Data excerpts

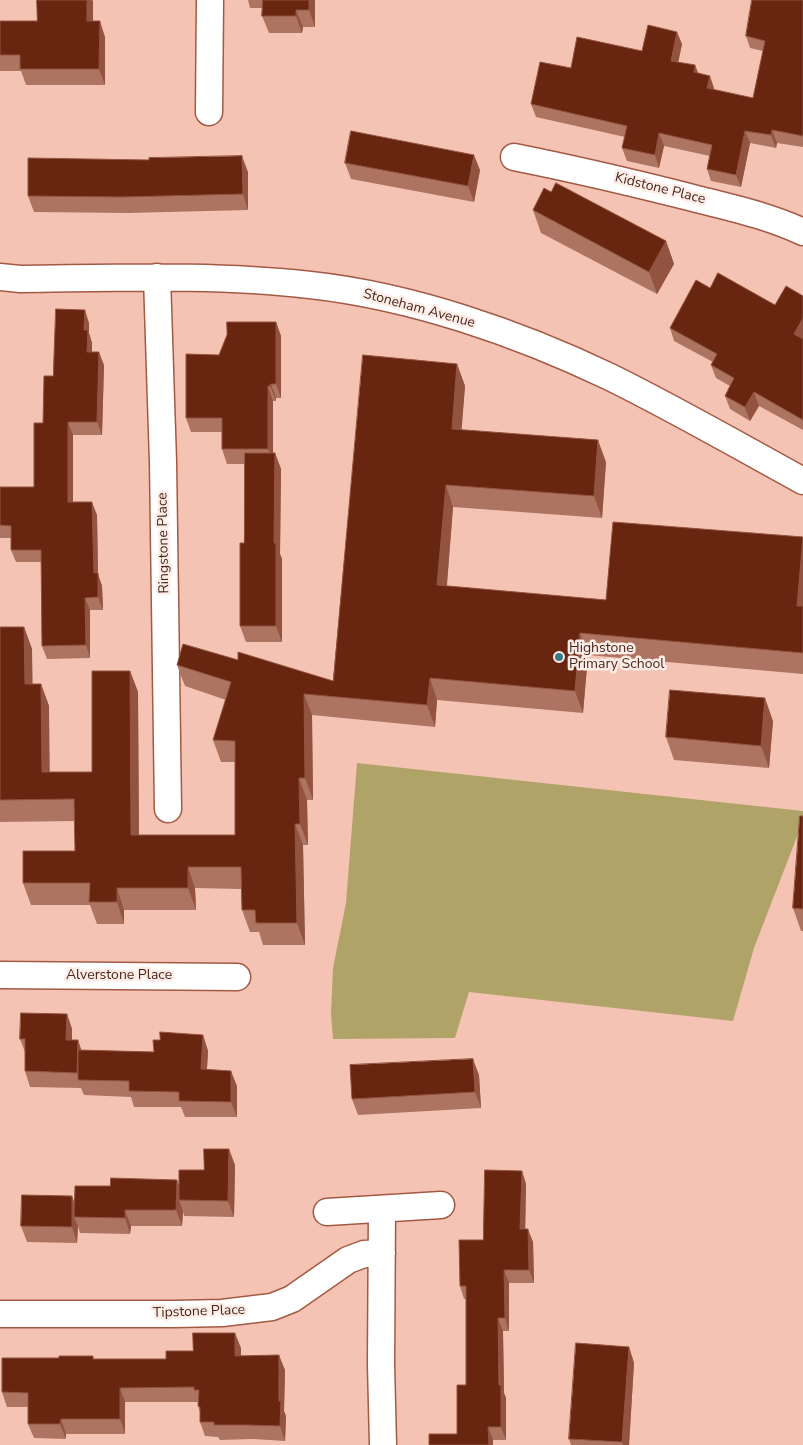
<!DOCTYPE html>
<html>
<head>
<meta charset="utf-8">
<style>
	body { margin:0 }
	canvas { display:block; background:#f5c3b4 }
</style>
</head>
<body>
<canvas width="803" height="1445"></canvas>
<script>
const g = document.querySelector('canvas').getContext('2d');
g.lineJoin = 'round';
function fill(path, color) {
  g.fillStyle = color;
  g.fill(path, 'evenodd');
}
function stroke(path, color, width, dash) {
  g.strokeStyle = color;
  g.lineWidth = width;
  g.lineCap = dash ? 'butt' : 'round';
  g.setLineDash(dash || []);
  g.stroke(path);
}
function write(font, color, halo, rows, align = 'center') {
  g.font = font + ' "Nunito Sans",sans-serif';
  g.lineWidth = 5;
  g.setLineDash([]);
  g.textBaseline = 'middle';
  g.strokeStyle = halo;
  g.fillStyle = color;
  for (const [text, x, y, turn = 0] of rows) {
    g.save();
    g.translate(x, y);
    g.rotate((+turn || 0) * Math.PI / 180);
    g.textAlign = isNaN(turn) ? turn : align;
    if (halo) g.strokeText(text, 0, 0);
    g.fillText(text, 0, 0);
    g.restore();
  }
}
const green = new Path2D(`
	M357,763L803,811V821L754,948L733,1021L469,992L455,1038L333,1039L331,1014L333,968L346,903Z`);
const minor = new Path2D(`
	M209,112L210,0
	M514,157C574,169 634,183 693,198C732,208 766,215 803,232
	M0,277L20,279C117,278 214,274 310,285C411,296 518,333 610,377C675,409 739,446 803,481
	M157,277L163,462L168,809
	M0,975L237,977
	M382,1209L381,1364L383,1445
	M327,1212L441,1205
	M0,1314H174L222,1313L272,1307L292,1299L348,1260L364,1254L382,1253`);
const wall = new Path2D(`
	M248,0H315V27H303L302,33H269L262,16L263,8H250Z
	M803,0V147L777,143L776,148L750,143L741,187L711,181L707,169L710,156L664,146L659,168L627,161L622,148L625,137L536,117L531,104L571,68L642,51L682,44L678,62L695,65L698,73L714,88V90L753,98L763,51L750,48L746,36Z
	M93,1V21L105,37V85H26L21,71H0V21H37Z
	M345,163L480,170L474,202L351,179Z
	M248,172V210L128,213L34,212L28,196Z
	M551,192L666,241L674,264L657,294L541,233L533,210Z
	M710,288L775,305L803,296V430L759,406L750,421L730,409L725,396L730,386L716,378L711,365L713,362L674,341L670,328Z
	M276,322L281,336V398H276V401H273V453H275L281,469L280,554L282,559V642H246L240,626L244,543L245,464H227L222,449V432H191L186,418L219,355Z
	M89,323V333L92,343V352L104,365L102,435H73V502L97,515L98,574L102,586L103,610H90V658L47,659L42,646L41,562H16L11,550V538H0V487H34L43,423L53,376Z
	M457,364L465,386L461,430L606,462L602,518L453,507L447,586L606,600L803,540V674L588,655L583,713L437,700L435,727L312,715L313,800H307L308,845H303L305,945H263L259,932H250L242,910L241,889L195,888L196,910H124V924H97L90,905H31L23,883L75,851V821L0,822V627H24L32,649V684H41L49,706V772H92L130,671L138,692L139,835H235V762H221L213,740L226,700L185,686L177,665L238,660L333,681Z
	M773,721L769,768L674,760L666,737Z
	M803,816V931H801L793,908Z
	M67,1014L72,1029V1040H78L81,1050L154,1052L160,1040L203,1035L208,1051L207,1069L237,1086V1117H185L181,1107H134L131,1097L84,1095L81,1088L30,1087L25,1071V1052L20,1039Z
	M479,1075L481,1108L358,1115L352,1099Z
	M235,1165L234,1217L184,1216L183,1211L182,1226H131L130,1234L80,1233L78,1226L77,1243L27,1242L21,1226L110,1186L179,1184L204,1170Z
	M522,1171L526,1184L525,1229L533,1242L534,1283H509V1331H503L504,1393L506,1398V1440H493V1445H429L457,1434L466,1385V1299H464L460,1286L483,1240Z
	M629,1347L634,1363L629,1445H571L569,1439Z
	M241,1348V1356L285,1370L284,1411L286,1416L285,1441L253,1439L220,1440L218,1437L205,1436L200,1422V1412L198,1406V1402H125V1434H66V1439L34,1438L28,1424V1407H7L2,1392L94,1359H166L193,1351Z`);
const shadedWall = new Path2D(`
	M87,0H92L93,1V37L87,21Z
	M309,0H315V27L309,10Z
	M296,10L303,27L302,33L296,16Z
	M100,21L105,37V85L99,69Z
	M677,32L682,44L676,73L671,61Z
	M695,65L700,78L694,72Z
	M710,76L714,88L711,101L707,88Z
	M772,130L777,143L776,148L771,135Z
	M745,131L750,143L741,187L736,175Z
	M659,133L664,146L659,168L655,155Z
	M474,155L480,170L474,202L468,186Z
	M242,156L248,172V210L243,194Z
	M666,241L674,264L657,294L649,272Z
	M85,310L89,323V333L92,343V364L87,352L84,330Z
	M803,318V340L794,334Z
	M276,322L281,336V398L276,384Z
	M99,352L104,365L102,435L97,422Z
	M457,364L465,386L460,451L452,429Z
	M271,384L276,398V401L270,386Z
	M268,386L273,401V464L268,449Z
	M754,392L759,406L750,421L745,407Z
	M68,422L73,435V515L68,502Z
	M598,440L606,462L602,518L594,496Z
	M275,453L281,469L280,554L282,559V642L276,626L274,543Z
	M446,485L453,507L445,607L437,585Z
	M92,502L97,515L98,574L102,586L103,610L98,597L94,573Z
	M803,540V622L797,606Z
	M85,598L90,610V658L86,645Z
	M24,627L32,649L33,706L25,684Z
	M580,633L588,655L583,713L575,691Z
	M130,671L138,692L139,856L131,835Z
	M430,678L437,700L435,727L427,705Z
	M41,684L49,706L50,794L42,772Z
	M304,694L312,715L313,800L305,778Z
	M765,698L773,721L769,768L761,746Z
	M299,778L307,800L308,845L300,824Z
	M295,824L303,845L305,945L297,923Z
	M188,867L195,888L196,910L188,888Z
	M117,888L124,910V924L117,902Z
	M67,1014L72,1029V1055L66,1040Z
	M203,1035L208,1051L206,1084L201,1069Z
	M78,1040L83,1055L80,1080L77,1073Z
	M473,1059L479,1075L481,1108L475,1092Z
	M231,1071L237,1086V1117L231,1102Z
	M229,1149L235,1165L234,1217L228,1201Z
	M522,1171L526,1184L525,1242L520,1229Z
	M177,1180L183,1196L179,1200L183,1211L182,1226L176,1210Z
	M72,1196L78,1212L74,1217L78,1226L77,1243L72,1227Z
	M125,1210L131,1226L130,1234L125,1218Z
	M528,1229L533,1242L534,1283L529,1270Z
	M504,1270L509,1283V1331L505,1318Z
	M498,1318L503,1331L504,1393L506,1398V1440L501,1427Z
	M235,1333L241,1348V1370L235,1356Z
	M629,1347L634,1363L629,1445H623L622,1442Z
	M279,1355L285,1370L284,1411L286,1416L285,1441L280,1426Z
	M120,1388L125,1402V1434L120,1419Z
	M61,1419L66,1434V1439L60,1424Z
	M488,1427L493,1440V1445H489Z`);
const building = new Path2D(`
	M37,0H87V21H100L99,69H20V55H0V21H37Z
	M263,0H309V10H296V16H262Z
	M752,0H803V136L772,130L771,135L745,131L736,175L707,169L712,145L659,133L655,155L622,148L627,126L531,104L540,62L571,68L577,37L642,51L648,25L677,32L671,61L695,65L694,72L710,76L707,88L753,98L765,41L746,36Z
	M351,131L474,155L468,186L345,163Z
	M242,156L243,194L122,197L28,196V158L149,160V158Z
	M556,183L666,241L649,272L533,210L544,188L551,192Z
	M718,273L775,305L786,286L803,296V318L794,334L803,339V420L754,392L745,407L725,396L734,378L711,365L717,354L670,328L696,280L710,288Z
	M56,309L85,310L84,330H88L87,352H99L97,422H68V502H92L94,573H98V597L85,598L86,645L42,646L41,550H11V526L0,525V487H34V423H43L44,376H53Z
	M227,322H276V384H271L270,386H268V449H222V418H186V354L219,355L227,335Z
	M363,355L457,364L452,429L598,440L594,496L446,485L437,585L606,600L613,522L803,537L797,606H803V653L580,633L575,691L430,678L427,705L304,694L305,778H299L300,824H295L297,923H256L255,910H242L241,867H188V888H117V902H89L90,883H23V851H75L74,799L0,800V627H24L25,684H41L42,772H92V671H130L131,835H235V741L213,740L231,682L177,665L183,644L238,660V652L333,681Z
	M245,453H275L274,543H276V626H240V543H244Z
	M670,690L765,698L761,746L666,737Z
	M800,816H803V909L793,908Z
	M21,1013L67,1014L66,1040H78L77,1073L25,1071V1039H20Z
	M160,1032L203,1035L201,1069L231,1071V1102L179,1101V1092L129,1091V1081L78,1080V1050L154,1052L153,1040H160Z
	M473,1059L475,1092L352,1099L350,1065Z
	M204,1149H229L228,1201L179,1200V1170H204Z
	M485,1170L522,1171L520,1229H528L529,1270H504L505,1318H498L499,1385H501V1427H488L489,1445H429V1434H457V1385H466V1286H460L459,1240H483Z
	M111,1178L177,1180L176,1210H125V1218L74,1217L75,1186H110Z
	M22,1195L72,1196V1227L21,1226Z
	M193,1333H235V1356L279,1355V1401H281L280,1426L248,1425H214V1422H200V1407L198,1406L199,1390H194V1387L120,1388V1419H61L60,1424H28V1393L2,1392V1358H59V1356H93V1359H166V1351H193Z
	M576,1343L629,1347L622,1442L569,1439Z`);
const markers = [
	[559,657,5,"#37798b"]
];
const streetNames = [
	["Kidstone Place",660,189,14],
	["Stoneham Avenue",419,309,15],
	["Ringstone Place",164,543,-91],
	["Alverstone Place",119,976],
	["Tipstone Place",199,1312,-2]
];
const poiNames = [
	["Highstone",569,649],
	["Primary School",569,665]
];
fill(green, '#afa367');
stroke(minor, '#a35a44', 29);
stroke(minor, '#fff', 26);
fill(wall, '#ae7462');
fill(shadedWall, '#925440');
fill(building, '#68250f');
stroke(building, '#925440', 1);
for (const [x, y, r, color] of markers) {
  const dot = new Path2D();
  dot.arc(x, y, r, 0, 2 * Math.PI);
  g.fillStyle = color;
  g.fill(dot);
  stroke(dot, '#feede7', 2);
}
write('14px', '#47281e', '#feede7', streetNames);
write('14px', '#47281e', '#feede7', poiNames, 'left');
</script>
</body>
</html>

> _PROBLEM_
Write out exactly the opening lines of the data, stopping after the line that holds "function write(font, color, halo, rows, align". Exclude pictures.

> _SOLVED EXERCISE_
<!DOCTYPE html>
<html>
<head>
<meta charset="utf-8">
<style>
	body { margin:0 }
	canvas { display:block; background:#f5c3b4 }
</style>
</head>
<body>
<canvas width="803" height="1445"></canvas>
<script>
const g = document.querySelector('canvas').getContext('2d');
g.lineJoin = 'round';
function fill(path, color) {
  g.fillStyle = color;
  g.fill(path, 'evenodd');
}
function stroke(path, color, width, dash) {
  g.strokeStyle = color;
  g.lineWidth = width;
  g.lineCap = dash ? 'butt' : 'round';
  g.setLineDash(dash || []);
  g.stroke(path);
}
function write(font, color, halo, rows, align = 'center') {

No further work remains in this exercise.